>>>>>

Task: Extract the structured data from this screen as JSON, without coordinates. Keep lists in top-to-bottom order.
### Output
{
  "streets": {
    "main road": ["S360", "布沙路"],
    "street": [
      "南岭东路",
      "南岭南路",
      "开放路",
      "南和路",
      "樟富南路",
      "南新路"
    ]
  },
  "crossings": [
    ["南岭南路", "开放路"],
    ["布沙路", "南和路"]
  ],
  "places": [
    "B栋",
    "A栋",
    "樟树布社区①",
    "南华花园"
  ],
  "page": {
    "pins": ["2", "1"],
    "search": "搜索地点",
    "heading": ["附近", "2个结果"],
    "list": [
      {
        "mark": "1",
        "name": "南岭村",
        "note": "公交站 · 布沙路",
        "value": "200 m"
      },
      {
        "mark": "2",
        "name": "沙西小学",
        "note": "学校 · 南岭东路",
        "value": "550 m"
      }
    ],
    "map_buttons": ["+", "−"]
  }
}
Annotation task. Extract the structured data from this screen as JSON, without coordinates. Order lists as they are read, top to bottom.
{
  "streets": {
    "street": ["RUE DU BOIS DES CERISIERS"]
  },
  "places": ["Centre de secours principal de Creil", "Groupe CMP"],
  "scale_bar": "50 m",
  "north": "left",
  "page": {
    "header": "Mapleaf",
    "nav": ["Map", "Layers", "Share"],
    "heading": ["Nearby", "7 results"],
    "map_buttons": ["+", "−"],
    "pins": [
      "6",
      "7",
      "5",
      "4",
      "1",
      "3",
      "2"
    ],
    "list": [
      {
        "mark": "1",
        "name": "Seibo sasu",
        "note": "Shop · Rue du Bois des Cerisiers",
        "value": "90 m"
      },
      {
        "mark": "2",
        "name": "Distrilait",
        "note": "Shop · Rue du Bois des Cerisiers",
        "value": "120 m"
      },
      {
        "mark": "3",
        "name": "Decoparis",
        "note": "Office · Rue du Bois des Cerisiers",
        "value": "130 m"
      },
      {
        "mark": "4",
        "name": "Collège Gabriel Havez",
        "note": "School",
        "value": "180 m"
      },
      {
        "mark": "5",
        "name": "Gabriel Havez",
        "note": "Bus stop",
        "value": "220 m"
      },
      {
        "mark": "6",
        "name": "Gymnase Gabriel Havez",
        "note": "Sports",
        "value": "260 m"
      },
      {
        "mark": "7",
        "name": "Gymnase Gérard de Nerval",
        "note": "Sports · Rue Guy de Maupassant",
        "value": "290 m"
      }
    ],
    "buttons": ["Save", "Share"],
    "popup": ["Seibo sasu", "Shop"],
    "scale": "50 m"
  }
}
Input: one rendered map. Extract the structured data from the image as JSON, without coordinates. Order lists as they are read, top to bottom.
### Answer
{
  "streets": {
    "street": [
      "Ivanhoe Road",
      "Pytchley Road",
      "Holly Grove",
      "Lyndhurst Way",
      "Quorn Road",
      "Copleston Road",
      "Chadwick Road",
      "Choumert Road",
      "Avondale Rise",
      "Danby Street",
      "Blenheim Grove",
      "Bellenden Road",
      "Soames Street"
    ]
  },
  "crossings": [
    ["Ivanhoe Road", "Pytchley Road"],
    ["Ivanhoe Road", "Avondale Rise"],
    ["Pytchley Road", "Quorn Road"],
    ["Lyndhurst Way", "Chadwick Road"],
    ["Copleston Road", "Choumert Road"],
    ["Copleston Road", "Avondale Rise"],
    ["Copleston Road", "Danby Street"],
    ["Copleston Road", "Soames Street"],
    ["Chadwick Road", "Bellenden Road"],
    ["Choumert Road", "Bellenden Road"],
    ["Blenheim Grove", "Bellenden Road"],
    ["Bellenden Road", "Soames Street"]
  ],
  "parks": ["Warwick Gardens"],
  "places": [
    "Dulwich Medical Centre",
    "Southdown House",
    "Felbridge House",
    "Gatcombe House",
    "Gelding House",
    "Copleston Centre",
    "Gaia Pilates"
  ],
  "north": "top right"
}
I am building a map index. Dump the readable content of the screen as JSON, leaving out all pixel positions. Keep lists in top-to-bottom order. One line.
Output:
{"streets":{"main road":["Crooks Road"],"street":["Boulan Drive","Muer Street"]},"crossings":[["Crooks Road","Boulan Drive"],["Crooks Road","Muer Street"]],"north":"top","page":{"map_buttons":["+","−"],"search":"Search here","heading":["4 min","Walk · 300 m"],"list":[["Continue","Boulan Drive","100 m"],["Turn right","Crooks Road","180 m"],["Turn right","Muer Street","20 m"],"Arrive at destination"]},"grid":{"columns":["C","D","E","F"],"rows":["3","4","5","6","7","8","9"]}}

<<<<<

Prompt
Would you print all of the material above exactly as written?

Reply
Task: Extract the structured data from this screen as JSON, without coordinates. Keep lists in top-to-bottom order.
### Output
{
  "streets": {
    "main road": ["S360", "布沙路"],
    "street": [
      "南岭东路",
      "南岭南路",
      "开放路",
      "南和路",
      "樟富南路",
      "南新路"
    ]
  },
  "crossings": [
    ["南岭南路", "开放路"],
    ["布沙路", "南和路"]
  ],
  "places": [
    "B栋",
    "A栋",
    "樟树布社区①",
    "南华花园"
  ],
  "page": {
    "pins": ["2", "1"],
    "search": "搜索地点",
    "heading": ["附近", "2个结果"],
    "list": [
      {
        "mark": "1",
        "name": "南岭村",
        "note": "公交站 · 布沙路",
        "value": "200 m"
      },
      {
        "mark": "2",
        "name": "沙西小学",
        "note": "学校 · 南岭东路",
        "value": "550 m"
      }
    ],
    "map_buttons": ["+", "−"]
  }
}
Annotation task. Extract the structured data from this screen as JSON, without coordinates. Order lists as they are read, top to bottom.
{
  "streets": {
    "street": ["RUE DU BOIS DES CERISIERS"]
  },
  "places": ["Centre de secours principal de Creil", "Groupe CMP"],
  "scale_bar": "50 m",
  "north": "left",
  "page": {
    "header": "Mapleaf",
    "nav": ["Map", "Layers", "Share"],
    "heading": ["Nearby", "7 results"],
    "map_buttons": ["+", "−"],
    "pins": [
      "6",
      "7",
      "5",
      "4",
      "1",
      "3",
      "2"
    ],
    "list": [
      {
        "mark": "1",
        "name": "Seibo sasu",
        "note": "Shop · Rue du Bois des Cerisiers",
        "value": "90 m"
      },
      {
        "mark": "2",
        "name": "Distrilait",
        "note": "Shop · Rue du Bois des Cerisiers",
        "value": "120 m"
      },
      {
        "mark": "3",
        "name": "Decoparis",
        "note": "Office · Rue du Bois des Cerisiers",
        "value": "130 m"
      },
      {
        "mark": "4",
        "name": "Collège Gabriel Havez",
        "note": "School",
        "value": "180 m"
      },
      {
        "mark": "5",
        "name": "Gabriel Havez",
        "note": "Bus stop",
        "value": "220 m"
      },
      {
        "mark": "6",
        "name": "Gymnase Gabriel Havez",
        "note": "Sports",
        "value": "260 m"
      },
      {
        "mark": "7",
        "name": "Gymnase Gérard de Nerval",
        "note": "Sports · Rue Guy de Maupassant",
        "value": "290 m"
      }
    ],
    "buttons": ["Save", "Share"],
    "popup": ["Seibo sasu", "Shop"],
    "scale": "50 m"
  }
}
Input: one rendered map. Extract the structured data from the image as JSON, without coordinates. Order lists as they are read, top to bottom.
### Answer
{
  "streets": {
    "street": [
      "Ivanhoe Road",
      "Pytchley Road",
      "Holly Grove",
      "Lyndhurst Way",
      "Quorn Road",
      "Copleston Road",
      "Chadwick Road",
      "Choumert Road",
      "Avondale Rise",
      "Danby Street",
      "Blenheim Grove",
      "Bellenden Road",
      "Soames Street"
    ]
  },
  "crossings": [
    ["Ivanhoe Road", "Pytchley Road"],
    ["Ivanhoe Road", "Avondale Rise"],
    ["Pytchley Road", "Quorn Road"],
    ["Lyndhurst Way", "Chadwick Road"],
    ["Copleston Road", "Choumert Road"],
    ["Copleston Road", "Avondale Rise"],
    ["Copleston Road", "Danby Street"],
    ["Copleston Road", "Soames Street"],
    ["Chadwick Road", "Bellenden Road"],
    ["Choumert Road", "Bellenden Road"],
    ["Blenheim Grove", "Bellenden Road"],
    ["Bellenden Road", "Soames Street"]
  ],
  "parks": ["Warwick Gardens"],
  "places": [
    "Dulwich Medical Centre",
    "Southdown House",
    "Felbridge House",
    "Gatcombe House",
    "Gelding House",
    "Copleston Centre",
    "Gaia Pilates"
  ],
  "north": "top right"
}
I am building a map index. Dump the readable content of the screen as JSON, leaving out all pixel positions. Keep lists in top-to-bottom order. One line.
Output:
{"streets":{"main road":["Crooks Road"],"street":["Boulan Drive","Muer Street"]},"crossings":[["Crooks Road","Boulan Drive"],["Crooks Road","Muer Street"]],"north":"top","page":{"map_buttons":["+","−"],"search":"Search here","heading":["4 min","Walk · 300 m"],"list":[["Continue","Boulan Drive","100 m"],["Turn right","Crooks Road","180 m"],["Turn right","Muer Street","20 m"],"Arrive at destination"]},"grid":{"columns":["C","D","E","F"],"rows":["3","4","5","6","7","8","9"]}}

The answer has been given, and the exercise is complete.